How to Handle the Post-Party Blues

We get feeble and sickly in character when we feel keenly, and can not do the thing we feel.--Robertson

It's always a brain trip to see festivity, integrity and public irony in orgy.

Distraction

When writing and reading are puffed up to a scale of a 5-day festival, in one of the most expensive places in Bali, the simplicity of being in the company of written word erodes under the abrasion of pricy admissions, faux-celebrity, and travel frenzy.

The good news is that, as far as my experience goes, that's the worst of it. It gets better from there. I think.

Desire

Much like Christmas and Pilgrimage and Rock concerts, when you surround yourself with people sharing the same passion, and in this case a craft both revered and solitary, you either

  • lose the sense of being the ONLY ONE in the whole wide world who is taken in reverence and near-crazy, or
  • gather the energy to postpone feeling depressed until some actual reading and writing occurs, or
  • take home whatever is offered from being in the same place with so many crazies as yourself and squeeze some creative juice out of it.

Detachment

All will be well, you see, if the people gathered around the festival of writers and readers manage to write and read whether or not they gather to celebrate the book-hysteria. The sooner they get to it is the better.

For the Hajji returning from Meccah, the groupie limping home at dawn, and even saints after neural-denting ecstasies, post-party blues entangle us all. Sometimes with even worse feelings than if the boohaha had never happened, lest we fight it off with positive action. Even a little. Even for a minute. Even if for just a cup.

Dénouement

It's just the thing to expect from a place so weird that it would pay such a vivacious homage to writing and reading, two of the most solitary human behaviors. A place that, as often as I have been there, has never failed feeding my imagination with sublime joys and lasting friendships.

Fuel for everyday awesomeness.

 If only I could stop myself from telling you about the boy I'm going to stalk while in Ubud.

3 comments:

  1. As for stalking: you've got to mingle to meet a mate.

    Yet, while there one can try to enjoy the event and the participants ;D, but the main goal is to collect observations to write about*.

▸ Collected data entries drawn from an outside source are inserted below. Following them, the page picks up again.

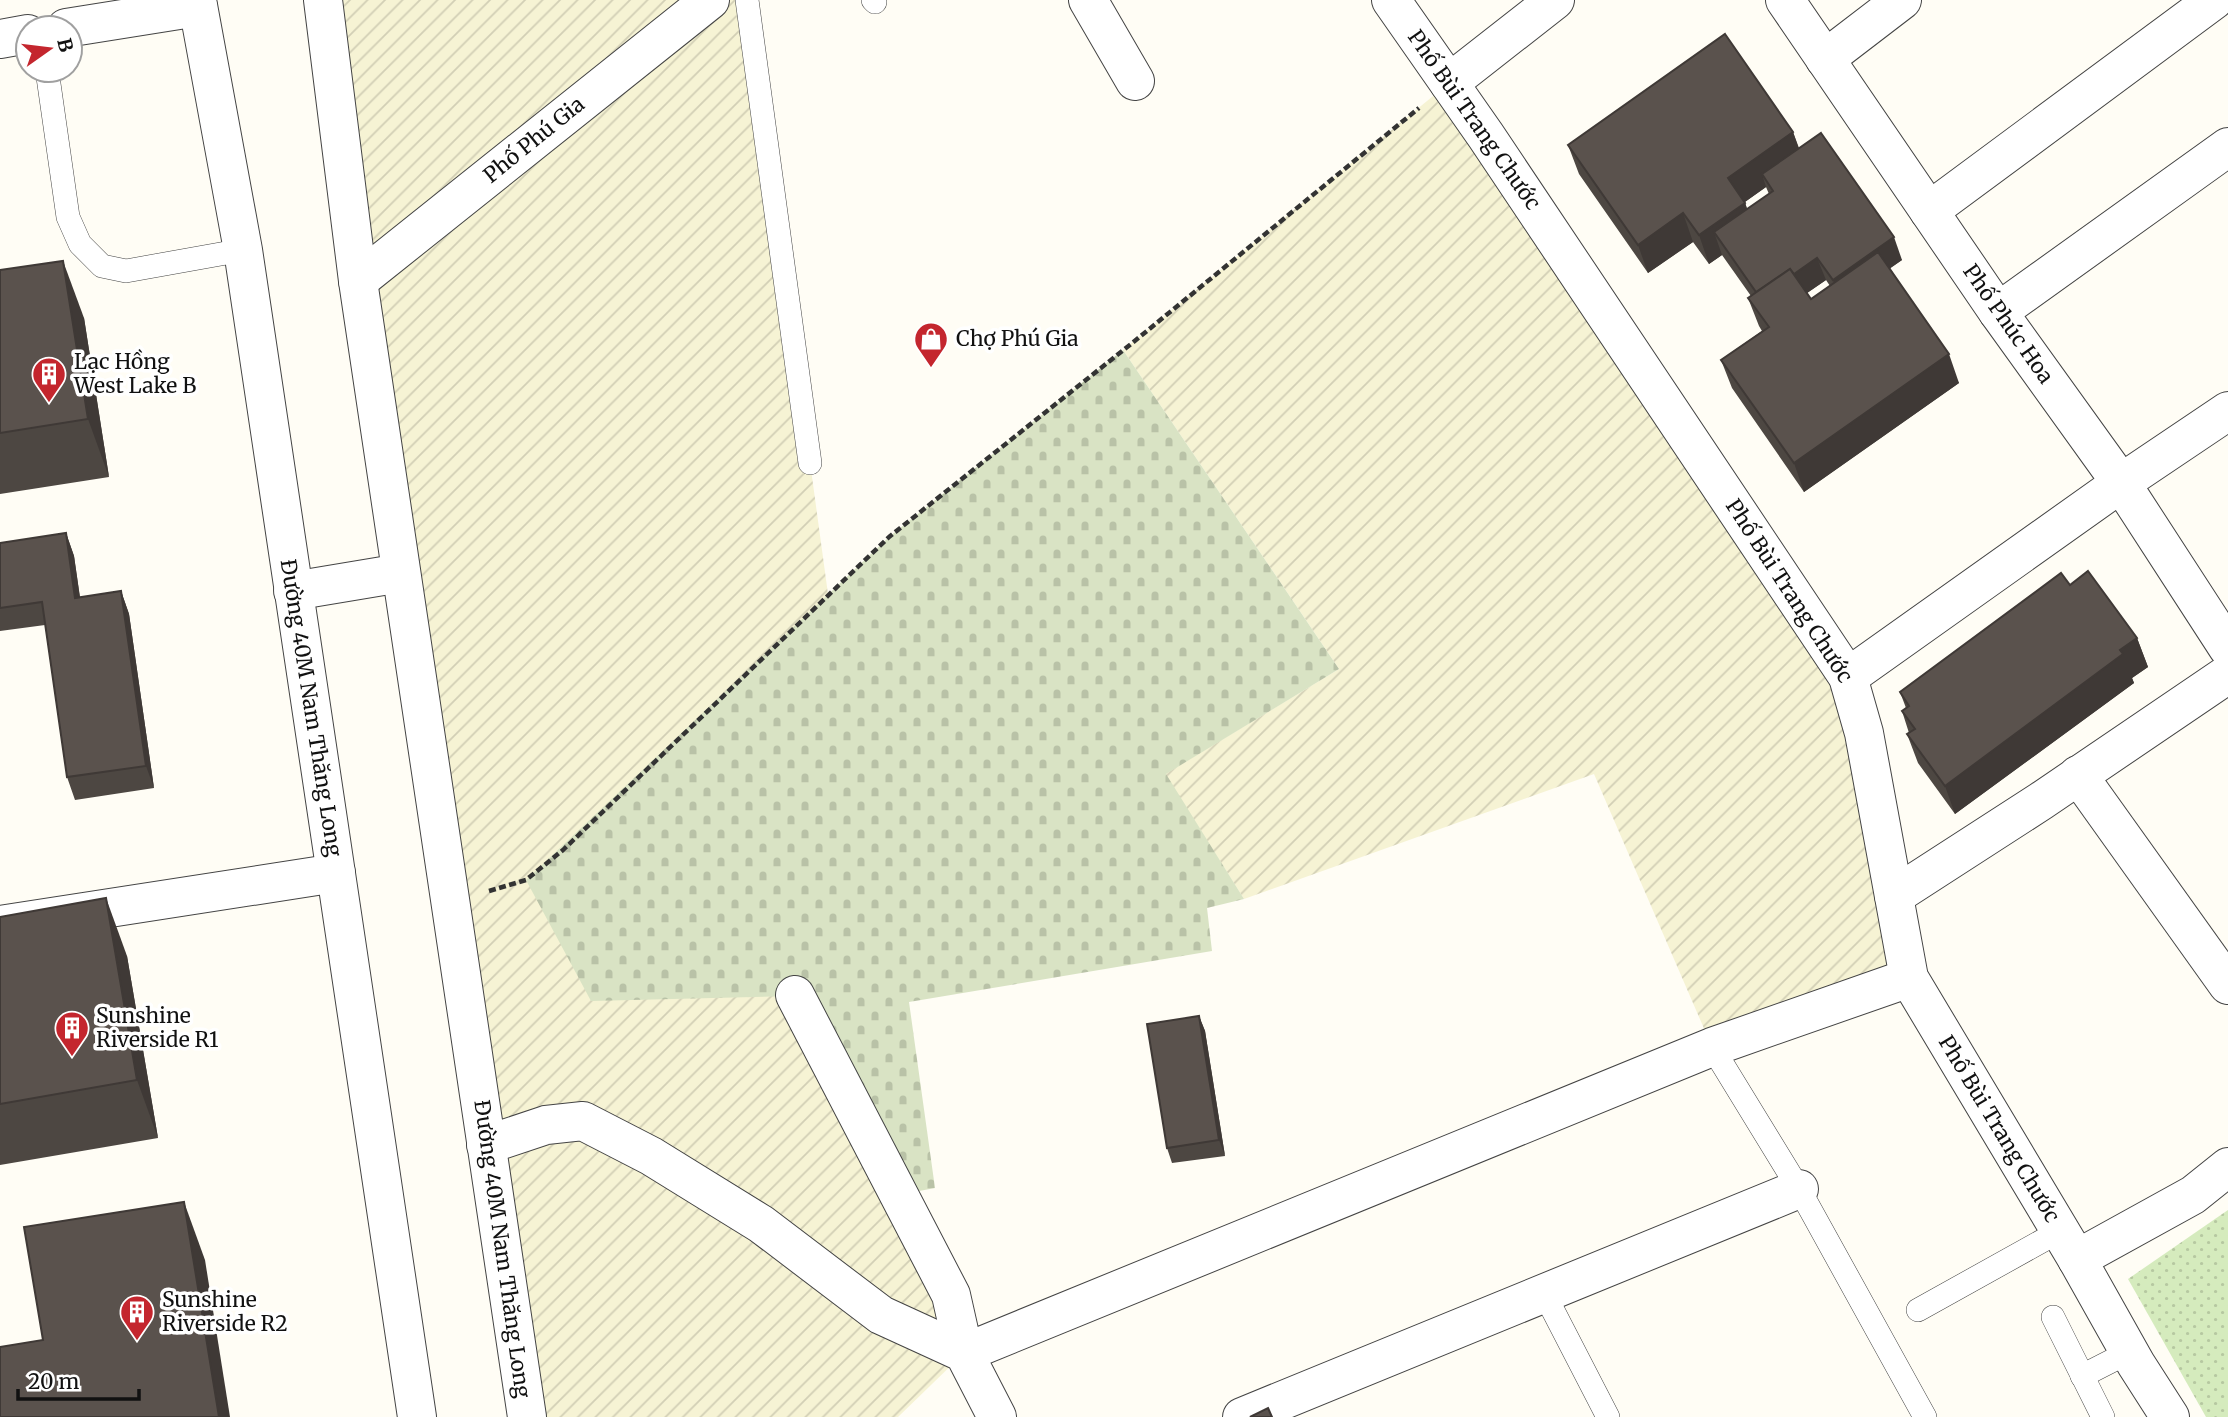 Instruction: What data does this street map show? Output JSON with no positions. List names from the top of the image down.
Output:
{
  "streets": {
    "street": [
      "Phố Bùi Trang Chước",
      "Phố Phú Gia",
      "Phố Phúc Hoa",
      "Đường 40M Nam Thăng Long"
    ]
  },
  "crossings": [
    ["Phố Phú Gia", "Đường 40M Nam Thăng Long"]
  ],
  "places": {
    "shop": ["Chợ Phú Gia"],
    "building": ["Lạc Hồng West Lake B", "Sunshine Riverside R1", "Sunshine Riverside R2"]
  },
  "scale_bar": "20 m",
  "north": "right"
}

    * One of the three great post-war Dutch authors ( Gerard Reve) did so. He visited an "international writers conference" in Edingburgh in the sixties.In a very long "letter" he -with much sarcasm, irony and analytical wit and in grandiose style- comments on and describes colleagues and the content of the conference. The book which is a collection of "letters" ("Op weg naar het einde" = Heading for the end), is in my opinion still a Mount Everest in the relatively flat Dutch literary landscape.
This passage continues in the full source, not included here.